### Exercise requirements:
Lines before the one containing "Find all text" are excluded; reproduce that line and all lines after it in the entries below, exactly.

──────── Exercise data

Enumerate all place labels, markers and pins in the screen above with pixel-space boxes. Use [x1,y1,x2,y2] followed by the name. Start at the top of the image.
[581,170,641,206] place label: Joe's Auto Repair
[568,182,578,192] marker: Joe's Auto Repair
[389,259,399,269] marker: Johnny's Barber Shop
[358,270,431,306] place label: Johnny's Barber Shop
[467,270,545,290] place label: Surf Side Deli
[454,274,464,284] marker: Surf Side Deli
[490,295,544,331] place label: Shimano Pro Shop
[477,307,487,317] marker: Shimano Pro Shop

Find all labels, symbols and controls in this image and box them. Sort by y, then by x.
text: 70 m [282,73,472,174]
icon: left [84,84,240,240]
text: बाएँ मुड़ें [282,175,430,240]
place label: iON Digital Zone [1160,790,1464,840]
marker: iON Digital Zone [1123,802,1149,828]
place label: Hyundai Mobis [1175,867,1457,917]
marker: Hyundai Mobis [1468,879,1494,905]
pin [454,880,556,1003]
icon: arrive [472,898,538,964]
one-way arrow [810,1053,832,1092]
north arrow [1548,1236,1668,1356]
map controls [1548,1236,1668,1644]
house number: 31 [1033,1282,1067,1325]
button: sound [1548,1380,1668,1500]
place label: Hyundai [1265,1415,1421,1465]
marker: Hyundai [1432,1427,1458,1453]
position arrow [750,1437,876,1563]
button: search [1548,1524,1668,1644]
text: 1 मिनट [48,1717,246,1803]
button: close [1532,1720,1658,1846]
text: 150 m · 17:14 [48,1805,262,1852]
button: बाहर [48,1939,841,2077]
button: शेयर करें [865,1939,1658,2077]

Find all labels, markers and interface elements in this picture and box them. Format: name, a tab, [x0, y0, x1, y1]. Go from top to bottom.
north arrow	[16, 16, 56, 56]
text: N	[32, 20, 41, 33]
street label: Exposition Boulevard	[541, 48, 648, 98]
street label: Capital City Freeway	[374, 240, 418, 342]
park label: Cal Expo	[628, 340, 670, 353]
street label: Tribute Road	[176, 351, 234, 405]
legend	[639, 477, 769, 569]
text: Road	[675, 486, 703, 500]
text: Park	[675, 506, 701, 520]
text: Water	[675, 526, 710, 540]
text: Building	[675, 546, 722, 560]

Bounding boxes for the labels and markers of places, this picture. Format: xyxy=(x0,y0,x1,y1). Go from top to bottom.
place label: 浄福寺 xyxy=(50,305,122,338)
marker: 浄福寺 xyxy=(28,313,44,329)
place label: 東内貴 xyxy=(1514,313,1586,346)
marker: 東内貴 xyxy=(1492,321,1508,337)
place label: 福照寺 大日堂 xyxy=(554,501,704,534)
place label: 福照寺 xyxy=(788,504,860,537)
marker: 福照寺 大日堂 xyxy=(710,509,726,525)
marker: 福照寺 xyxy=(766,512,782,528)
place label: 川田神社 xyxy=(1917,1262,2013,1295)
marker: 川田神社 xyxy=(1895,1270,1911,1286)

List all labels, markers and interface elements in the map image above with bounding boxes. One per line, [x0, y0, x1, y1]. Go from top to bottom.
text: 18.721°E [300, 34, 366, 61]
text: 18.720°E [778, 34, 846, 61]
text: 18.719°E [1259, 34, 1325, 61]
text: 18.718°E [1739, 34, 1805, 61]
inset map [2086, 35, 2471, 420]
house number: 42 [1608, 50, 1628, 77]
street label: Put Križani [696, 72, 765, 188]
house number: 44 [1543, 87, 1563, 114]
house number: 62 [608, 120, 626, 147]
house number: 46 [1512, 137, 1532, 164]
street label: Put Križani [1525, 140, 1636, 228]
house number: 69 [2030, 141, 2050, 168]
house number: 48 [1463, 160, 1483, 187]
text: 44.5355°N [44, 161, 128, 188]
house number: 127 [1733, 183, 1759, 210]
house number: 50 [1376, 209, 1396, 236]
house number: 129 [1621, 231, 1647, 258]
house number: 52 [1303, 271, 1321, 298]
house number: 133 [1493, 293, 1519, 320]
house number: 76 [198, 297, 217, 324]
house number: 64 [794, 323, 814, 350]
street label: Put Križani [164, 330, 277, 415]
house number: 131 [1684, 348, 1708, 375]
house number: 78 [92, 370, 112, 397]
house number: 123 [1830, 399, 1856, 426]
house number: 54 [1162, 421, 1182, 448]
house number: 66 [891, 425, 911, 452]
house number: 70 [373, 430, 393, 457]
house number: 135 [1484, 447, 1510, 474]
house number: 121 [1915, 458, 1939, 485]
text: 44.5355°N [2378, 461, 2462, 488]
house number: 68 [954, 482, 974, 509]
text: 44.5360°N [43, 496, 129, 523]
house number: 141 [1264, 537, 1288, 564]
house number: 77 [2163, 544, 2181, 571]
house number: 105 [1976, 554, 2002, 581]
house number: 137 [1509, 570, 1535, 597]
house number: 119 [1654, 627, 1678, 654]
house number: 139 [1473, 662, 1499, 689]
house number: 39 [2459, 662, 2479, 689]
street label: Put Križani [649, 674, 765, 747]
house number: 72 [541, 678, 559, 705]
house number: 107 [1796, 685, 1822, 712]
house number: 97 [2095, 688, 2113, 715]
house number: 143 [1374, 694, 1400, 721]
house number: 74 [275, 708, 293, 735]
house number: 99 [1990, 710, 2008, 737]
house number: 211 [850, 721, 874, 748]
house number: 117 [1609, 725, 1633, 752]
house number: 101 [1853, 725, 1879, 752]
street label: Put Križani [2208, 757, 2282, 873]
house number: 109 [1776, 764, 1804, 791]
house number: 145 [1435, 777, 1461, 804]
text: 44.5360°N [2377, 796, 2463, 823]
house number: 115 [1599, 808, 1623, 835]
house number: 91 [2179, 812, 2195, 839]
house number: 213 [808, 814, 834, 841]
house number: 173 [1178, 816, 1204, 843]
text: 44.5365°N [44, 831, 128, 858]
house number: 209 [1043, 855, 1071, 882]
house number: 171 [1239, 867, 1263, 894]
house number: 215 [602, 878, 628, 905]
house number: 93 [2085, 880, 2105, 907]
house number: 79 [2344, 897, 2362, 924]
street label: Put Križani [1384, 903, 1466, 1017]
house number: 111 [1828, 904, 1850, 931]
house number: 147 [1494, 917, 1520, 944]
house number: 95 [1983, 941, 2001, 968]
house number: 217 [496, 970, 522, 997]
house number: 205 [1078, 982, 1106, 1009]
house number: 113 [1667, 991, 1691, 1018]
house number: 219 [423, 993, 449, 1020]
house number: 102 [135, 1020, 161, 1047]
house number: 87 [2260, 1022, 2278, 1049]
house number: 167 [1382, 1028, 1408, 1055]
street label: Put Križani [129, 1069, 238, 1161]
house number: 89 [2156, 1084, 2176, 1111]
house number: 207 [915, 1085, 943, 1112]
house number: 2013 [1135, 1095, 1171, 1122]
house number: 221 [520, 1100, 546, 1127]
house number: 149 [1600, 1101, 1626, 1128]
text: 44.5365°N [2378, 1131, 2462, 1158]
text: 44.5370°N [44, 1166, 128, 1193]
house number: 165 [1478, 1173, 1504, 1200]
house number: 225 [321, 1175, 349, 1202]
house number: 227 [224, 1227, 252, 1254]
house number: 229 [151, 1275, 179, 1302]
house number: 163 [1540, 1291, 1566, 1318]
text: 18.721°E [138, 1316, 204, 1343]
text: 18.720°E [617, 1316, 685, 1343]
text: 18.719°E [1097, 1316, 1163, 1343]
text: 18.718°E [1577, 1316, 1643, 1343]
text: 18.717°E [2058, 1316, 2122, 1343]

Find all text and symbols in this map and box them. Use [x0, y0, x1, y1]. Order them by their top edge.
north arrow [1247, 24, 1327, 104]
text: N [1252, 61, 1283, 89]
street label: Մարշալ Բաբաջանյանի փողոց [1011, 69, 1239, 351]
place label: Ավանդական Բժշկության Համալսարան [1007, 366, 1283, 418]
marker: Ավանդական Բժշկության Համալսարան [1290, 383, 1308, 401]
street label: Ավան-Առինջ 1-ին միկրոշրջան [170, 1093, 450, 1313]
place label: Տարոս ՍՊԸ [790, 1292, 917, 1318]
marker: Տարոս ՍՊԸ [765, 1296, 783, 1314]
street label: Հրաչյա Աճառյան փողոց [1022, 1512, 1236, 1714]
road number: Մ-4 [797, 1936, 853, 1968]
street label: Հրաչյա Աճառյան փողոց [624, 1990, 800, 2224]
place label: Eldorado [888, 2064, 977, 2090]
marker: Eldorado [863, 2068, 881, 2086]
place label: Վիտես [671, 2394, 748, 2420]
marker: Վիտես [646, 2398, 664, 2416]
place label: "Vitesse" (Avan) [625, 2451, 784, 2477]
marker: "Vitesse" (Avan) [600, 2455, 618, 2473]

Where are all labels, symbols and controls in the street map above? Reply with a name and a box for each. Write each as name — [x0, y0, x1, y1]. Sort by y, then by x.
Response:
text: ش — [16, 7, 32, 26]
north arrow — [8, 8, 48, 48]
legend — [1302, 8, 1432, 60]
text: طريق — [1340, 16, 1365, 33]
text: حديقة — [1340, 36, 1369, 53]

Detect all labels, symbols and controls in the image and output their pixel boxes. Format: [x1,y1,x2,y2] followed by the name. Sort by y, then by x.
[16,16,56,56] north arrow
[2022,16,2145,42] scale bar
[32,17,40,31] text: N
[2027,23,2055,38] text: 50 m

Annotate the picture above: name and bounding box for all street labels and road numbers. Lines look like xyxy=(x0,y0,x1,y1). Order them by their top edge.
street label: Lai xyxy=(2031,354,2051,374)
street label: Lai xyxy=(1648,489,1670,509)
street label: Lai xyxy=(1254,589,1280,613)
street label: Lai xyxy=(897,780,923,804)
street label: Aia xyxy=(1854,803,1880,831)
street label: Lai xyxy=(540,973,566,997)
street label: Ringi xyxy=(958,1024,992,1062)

────────────────

### Written solution:
Find all text and symbols in this map and box them. Use [x0, y0, x1, y1]. Order them by their top edge.
north arrow [1247, 24, 1327, 104]
text: N [1252, 61, 1283, 89]
street label: Մարշալ Բաբաջանյանի փողոց [1011, 69, 1239, 351]
place label: Ավանդական Բժշկության Համալսարան [1007, 366, 1283, 418]
marker: Ավանդական Բժշկության Համալսարան [1290, 383, 1308, 401]
street label: Ավան-Առինջ 1-ին միկրոշրջան [170, 1093, 450, 1313]
place label: Տարոս ՍՊԸ [790, 1292, 917, 1318]
marker: Տարոս ՍՊԸ [765, 1296, 783, 1314]
street label: Հրաչյա Աճառյան փողոց [1022, 1512, 1236, 1714]
road number: Մ-4 [797, 1936, 853, 1968]
street label: Հրաչյա Աճառյան փողոց [624, 1990, 800, 2224]
place label: Eldorado [888, 2064, 977, 2090]
marker: Eldorado [863, 2068, 881, 2086]
place label: Վիտես [671, 2394, 748, 2420]
marker: Վիտես [646, 2398, 664, 2416]
place label: "Vitesse" (Avan) [625, 2451, 784, 2477]
marker: "Vitesse" (Avan) [600, 2455, 618, 2473]

Where are all labels, symbols and controls in the street map above? Reply with a name and a box for each. Write each as name — [x0, y0, x1, y1]. Sort by y, then by x.
Response:
text: ش — [16, 7, 32, 26]
north arrow — [8, 8, 48, 48]
legend — [1302, 8, 1432, 60]
text: طريق — [1340, 16, 1365, 33]
text: حديقة — [1340, 36, 1369, 53]

Detect all labels, symbols and controls in the image and output their pixel boxes. Format: [x1,y1,x2,y2] followed by the name. Sort by y, then by x.
[16,16,56,56] north arrow
[2022,16,2145,42] scale bar
[32,17,40,31] text: N
[2027,23,2055,38] text: 50 m

Annotate the picture above: name and bounding box for all street labels and road numbers. Lines look like xyxy=(x0,y0,x1,y1). Order them by their top edge.
street label: Lai xyxy=(2031,354,2051,374)
street label: Lai xyxy=(1648,489,1670,509)
street label: Lai xyxy=(1254,589,1280,613)
street label: Lai xyxy=(897,780,923,804)
street label: Aia xyxy=(1854,803,1880,831)
street label: Lai xyxy=(540,973,566,997)
street label: Ringi xyxy=(958,1024,992,1062)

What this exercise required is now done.